--- START ---

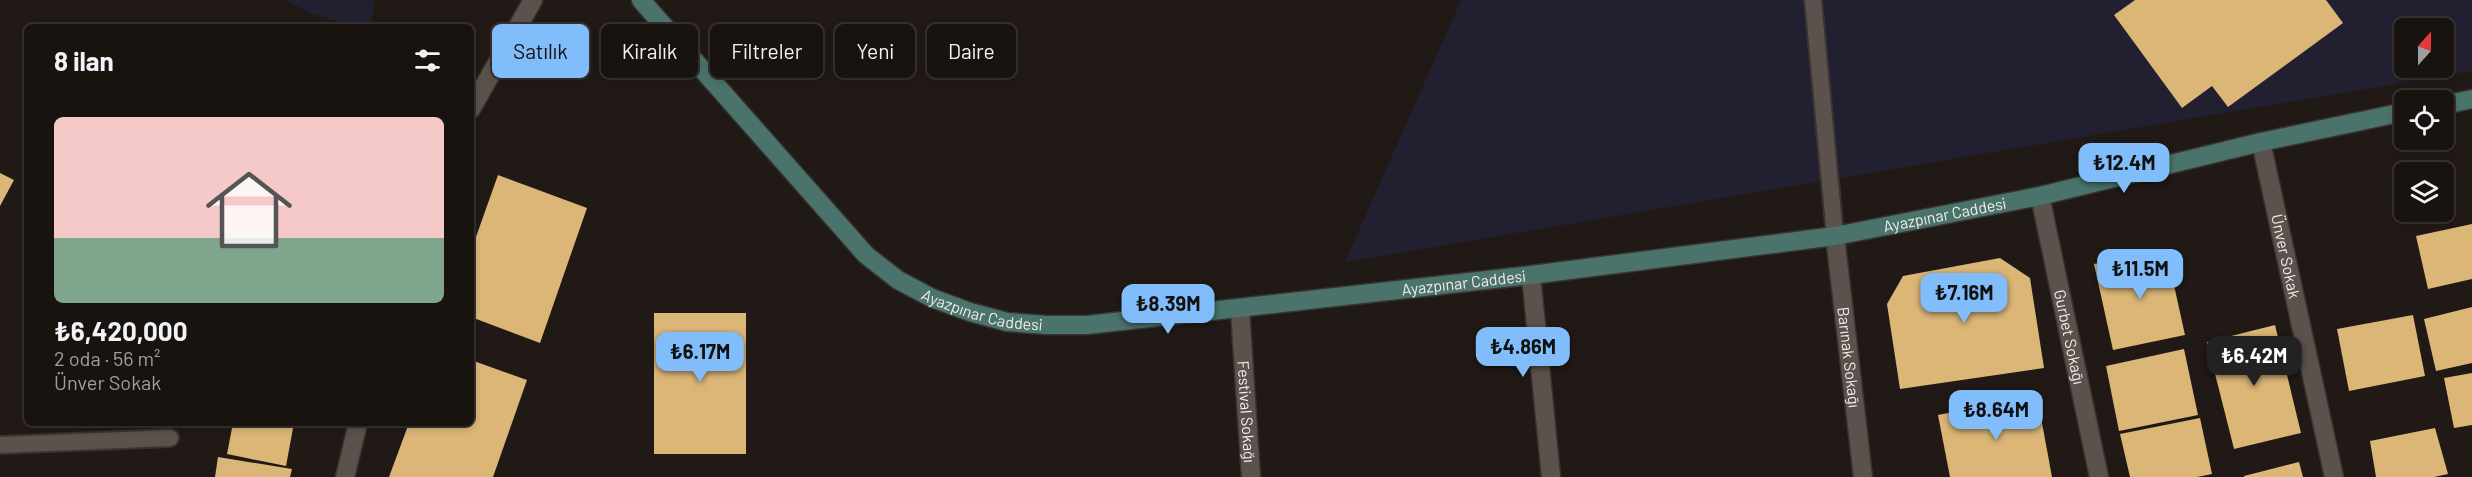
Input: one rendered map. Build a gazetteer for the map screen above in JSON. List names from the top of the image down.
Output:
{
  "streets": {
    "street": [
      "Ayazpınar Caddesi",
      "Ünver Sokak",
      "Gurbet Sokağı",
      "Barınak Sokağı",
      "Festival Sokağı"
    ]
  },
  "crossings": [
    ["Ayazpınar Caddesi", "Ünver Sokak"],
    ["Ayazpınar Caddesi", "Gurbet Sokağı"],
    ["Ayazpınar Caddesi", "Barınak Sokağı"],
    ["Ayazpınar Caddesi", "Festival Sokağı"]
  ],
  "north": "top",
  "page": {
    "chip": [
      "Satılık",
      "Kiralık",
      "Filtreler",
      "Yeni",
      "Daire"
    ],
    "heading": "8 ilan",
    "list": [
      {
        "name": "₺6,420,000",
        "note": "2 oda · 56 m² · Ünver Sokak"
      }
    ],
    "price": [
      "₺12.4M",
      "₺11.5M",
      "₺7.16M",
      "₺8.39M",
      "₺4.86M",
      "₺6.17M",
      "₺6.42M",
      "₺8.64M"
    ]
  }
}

--- END ---

Copy out all of the data word for word. Do not carry over any picture.

Input: one rendered map. Build a gazetteer for the map screen above in JSON. List names from the top of the image down.
Output:
{
  "streets": {
    "street": [
      "Ayazpınar Caddesi",
      "Ünver Sokak",
      "Gurbet Sokağı",
      "Barınak Sokağı",
      "Festival Sokağı"
    ]
  },
  "crossings": [
    ["Ayazpınar Caddesi", "Ünver Sokak"],
    ["Ayazpınar Caddesi", "Gurbet Sokağı"],
    ["Ayazpınar Caddesi", "Barınak Sokağı"],
    ["Ayazpınar Caddesi", "Festival Sokağı"]
  ],
  "north": "top",
  "page": {
    "chip": [
      "Satılık",
      "Kiralık",
      "Filtreler",
      "Yeni",
      "Daire"
    ],
    "heading": "8 ilan",
    "list": [
      {
        "name": "₺6,420,000",
        "note": "2 oda · 56 m² · Ünver Sokak"
      }
    ],
    "price": [
      "₺12.4M",
      "₺11.5M",
      "₺7.16M",
      "₺8.39M",
      "₺4.86M",
      "₺6.17M",
      "₺6.42M",
      "₺8.64M"
    ]
  }
}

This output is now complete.